Trezor T is the ultimate chad hardware wallet because it generates 12 word seed phrase (instead of 24 words like the virgin Ledger) that you can easily memorize.

>>25276408
>it's less secure so it's better

>>25276545
both are unbreakable so it doesn't really matter

TREZOR IS THE BEST
COME ON PARTY LIKE DA REST
TREZOR IS THE BEST
COME ON PARTY LIKE DA REST
TREZOR IS THE BEST
COME ON PARTY LIKE DA REST
TREZOR IS THE BEST
COME ON PARTY LIKE DA REST
TREZOR IS THE BEST
COME ON PARTY LIKE DA REST
TREZOR IS THE BEST
COME ON PARTY LIKE DA REST
TREZOR IS THE BEST
COME ON PARTY LIKE DA REST
TREZOR IS THE BEST
COME ON PARTY LIKE DA REST
TREZOR IS THE BEST
COME ON PARTY LIKE DA REST

>>25276656
not if you generate it yourself from that totally obscure Afrikaans poem no one has ever heard of except you

>>25275704
ledger data leak is very bad but I don't think anyone is safe in this regard. online databases will get hacked eventually and thinking this couldnt happen to trezor or anyone else is pretty naive. it just demonstrates how important it is to protect your personal data by using throwaway emails, debit cards and po boxes.

>>25276375
You are basically trusting the dev of the app, as it is all closed source. in terms of hackers, I consider an iphone as far more secure than any windows machine (however there are vulnerabilities and exploits "jailbreaks" on ios as well). I'm using brd wallet on iphone myself for small amounts. Amounts that you aren't comfortable to lose belong on a cold wallet.

>>25276408
few people are capable of reliably memorizing even a 12 word phrase long term. also what happens to your crypto if you hit your head or just unexpectedly die. not having backups is bad advice. also, if you got anything in crypto you would not want to be lost in case you get struck by lightning, take some precautions. memory and life are pretty fragile things.

>>25276728
any words or combinations already existing in some way are lacking entropy and are orders of magnitude less secure than pseudo-random generated seeds. unironically use algorithms or dice to generate seeds or passphrases.

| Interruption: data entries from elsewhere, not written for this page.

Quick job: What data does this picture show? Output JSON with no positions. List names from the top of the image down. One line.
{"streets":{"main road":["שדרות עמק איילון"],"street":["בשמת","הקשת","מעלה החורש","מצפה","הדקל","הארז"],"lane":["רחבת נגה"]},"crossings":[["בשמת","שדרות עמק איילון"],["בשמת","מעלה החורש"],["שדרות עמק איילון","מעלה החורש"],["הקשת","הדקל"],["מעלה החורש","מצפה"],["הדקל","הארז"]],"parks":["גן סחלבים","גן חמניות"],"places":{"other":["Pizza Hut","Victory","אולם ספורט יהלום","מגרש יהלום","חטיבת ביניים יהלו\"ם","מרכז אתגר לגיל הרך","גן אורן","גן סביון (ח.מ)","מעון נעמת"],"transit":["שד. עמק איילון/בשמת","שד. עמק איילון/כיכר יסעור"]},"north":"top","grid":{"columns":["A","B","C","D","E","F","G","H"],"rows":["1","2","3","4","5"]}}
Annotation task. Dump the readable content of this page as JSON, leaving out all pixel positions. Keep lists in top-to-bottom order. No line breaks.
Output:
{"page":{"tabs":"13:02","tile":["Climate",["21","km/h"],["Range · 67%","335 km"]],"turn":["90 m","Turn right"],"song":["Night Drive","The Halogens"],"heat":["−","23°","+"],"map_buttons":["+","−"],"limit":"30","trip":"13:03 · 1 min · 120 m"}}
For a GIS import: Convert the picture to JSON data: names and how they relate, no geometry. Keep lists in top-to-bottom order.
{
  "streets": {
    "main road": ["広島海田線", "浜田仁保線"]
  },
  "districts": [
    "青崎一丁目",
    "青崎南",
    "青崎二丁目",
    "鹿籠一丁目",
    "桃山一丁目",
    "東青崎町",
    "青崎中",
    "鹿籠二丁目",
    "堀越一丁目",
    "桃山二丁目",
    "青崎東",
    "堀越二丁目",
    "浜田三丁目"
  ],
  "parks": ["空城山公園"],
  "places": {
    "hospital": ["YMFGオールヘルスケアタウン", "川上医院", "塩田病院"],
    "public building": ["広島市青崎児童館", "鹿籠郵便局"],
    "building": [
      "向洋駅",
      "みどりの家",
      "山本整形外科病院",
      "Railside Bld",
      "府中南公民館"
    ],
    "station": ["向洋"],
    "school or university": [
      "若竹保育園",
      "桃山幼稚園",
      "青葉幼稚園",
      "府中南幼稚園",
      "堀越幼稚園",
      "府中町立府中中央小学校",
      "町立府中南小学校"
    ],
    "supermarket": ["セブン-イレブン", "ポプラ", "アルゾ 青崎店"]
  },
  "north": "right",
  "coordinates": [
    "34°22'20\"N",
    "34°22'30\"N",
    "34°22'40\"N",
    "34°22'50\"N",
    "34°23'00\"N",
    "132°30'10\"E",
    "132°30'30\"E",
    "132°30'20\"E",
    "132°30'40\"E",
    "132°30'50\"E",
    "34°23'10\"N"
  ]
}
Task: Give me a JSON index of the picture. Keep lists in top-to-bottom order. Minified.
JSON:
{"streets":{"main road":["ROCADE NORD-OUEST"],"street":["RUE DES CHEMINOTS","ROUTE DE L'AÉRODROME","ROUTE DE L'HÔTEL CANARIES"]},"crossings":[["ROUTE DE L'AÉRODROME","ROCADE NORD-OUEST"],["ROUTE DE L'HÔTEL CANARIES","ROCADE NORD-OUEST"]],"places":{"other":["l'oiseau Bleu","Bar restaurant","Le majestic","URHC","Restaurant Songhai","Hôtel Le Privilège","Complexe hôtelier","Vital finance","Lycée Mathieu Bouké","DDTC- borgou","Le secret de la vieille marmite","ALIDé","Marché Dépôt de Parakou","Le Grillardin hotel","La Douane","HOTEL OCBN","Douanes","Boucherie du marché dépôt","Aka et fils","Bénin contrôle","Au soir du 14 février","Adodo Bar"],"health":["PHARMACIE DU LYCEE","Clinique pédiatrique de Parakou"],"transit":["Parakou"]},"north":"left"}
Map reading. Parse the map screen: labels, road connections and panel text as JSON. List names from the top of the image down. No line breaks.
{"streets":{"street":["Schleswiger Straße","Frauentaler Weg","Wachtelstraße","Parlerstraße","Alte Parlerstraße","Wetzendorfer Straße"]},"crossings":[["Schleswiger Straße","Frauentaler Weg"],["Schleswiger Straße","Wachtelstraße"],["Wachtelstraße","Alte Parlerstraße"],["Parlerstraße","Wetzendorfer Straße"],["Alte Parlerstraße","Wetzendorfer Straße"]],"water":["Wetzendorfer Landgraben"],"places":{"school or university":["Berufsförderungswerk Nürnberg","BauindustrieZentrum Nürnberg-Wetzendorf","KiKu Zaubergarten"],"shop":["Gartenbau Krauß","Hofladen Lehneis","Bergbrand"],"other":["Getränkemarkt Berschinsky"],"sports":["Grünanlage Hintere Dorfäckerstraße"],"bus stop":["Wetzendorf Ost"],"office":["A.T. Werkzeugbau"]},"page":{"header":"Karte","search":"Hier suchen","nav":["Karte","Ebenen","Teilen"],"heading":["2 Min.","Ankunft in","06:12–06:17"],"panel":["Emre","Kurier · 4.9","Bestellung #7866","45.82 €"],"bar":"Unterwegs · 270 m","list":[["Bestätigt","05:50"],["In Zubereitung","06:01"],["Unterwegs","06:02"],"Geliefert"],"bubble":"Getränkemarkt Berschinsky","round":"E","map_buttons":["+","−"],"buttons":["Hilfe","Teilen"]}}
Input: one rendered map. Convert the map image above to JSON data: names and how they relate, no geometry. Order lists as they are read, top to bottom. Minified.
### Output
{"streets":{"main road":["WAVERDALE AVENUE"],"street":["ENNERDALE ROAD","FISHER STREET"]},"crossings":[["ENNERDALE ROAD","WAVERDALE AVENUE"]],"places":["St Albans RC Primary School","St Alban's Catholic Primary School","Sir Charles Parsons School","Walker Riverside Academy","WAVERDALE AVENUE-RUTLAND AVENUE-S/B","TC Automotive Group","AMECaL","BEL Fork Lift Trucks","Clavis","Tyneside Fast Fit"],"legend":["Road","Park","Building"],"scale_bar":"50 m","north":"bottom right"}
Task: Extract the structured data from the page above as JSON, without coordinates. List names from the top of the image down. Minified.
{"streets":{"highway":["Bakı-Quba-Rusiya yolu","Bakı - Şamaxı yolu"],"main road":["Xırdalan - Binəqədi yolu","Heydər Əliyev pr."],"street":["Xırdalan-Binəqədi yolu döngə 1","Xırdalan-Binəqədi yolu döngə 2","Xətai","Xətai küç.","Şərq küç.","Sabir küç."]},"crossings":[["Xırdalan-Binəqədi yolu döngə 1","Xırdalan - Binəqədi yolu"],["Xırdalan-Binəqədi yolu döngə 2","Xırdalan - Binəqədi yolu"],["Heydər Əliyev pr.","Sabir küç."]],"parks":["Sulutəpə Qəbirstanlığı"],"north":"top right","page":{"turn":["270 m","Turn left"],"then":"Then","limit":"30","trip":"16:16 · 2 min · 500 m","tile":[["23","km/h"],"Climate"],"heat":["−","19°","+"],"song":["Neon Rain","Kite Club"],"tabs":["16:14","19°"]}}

You can do that? Shit, I should do that.

>generated my address based on the intervals of my farts
>literal ass security

>>25274743
>nothing is protecting you from a wrench attack other then /k/
as i said in original, delayed whitelisting & daily limits protect you. if you store 100k in your smart contract & it has 1k daily limit, what is wrencher gonna do attack you for 100 days?

>seed safety is unrelated to hardware wallet security, same applies to any wallet
daily limit again solves seed safety. lose 100% of your ledger or minimal amount of your smart contract.

>has added risk and inconveniences
inconveniences yes, but less than you think. i'd much prefer the inconvenience of a daily limit than a leaked seed losing 100% of my funds.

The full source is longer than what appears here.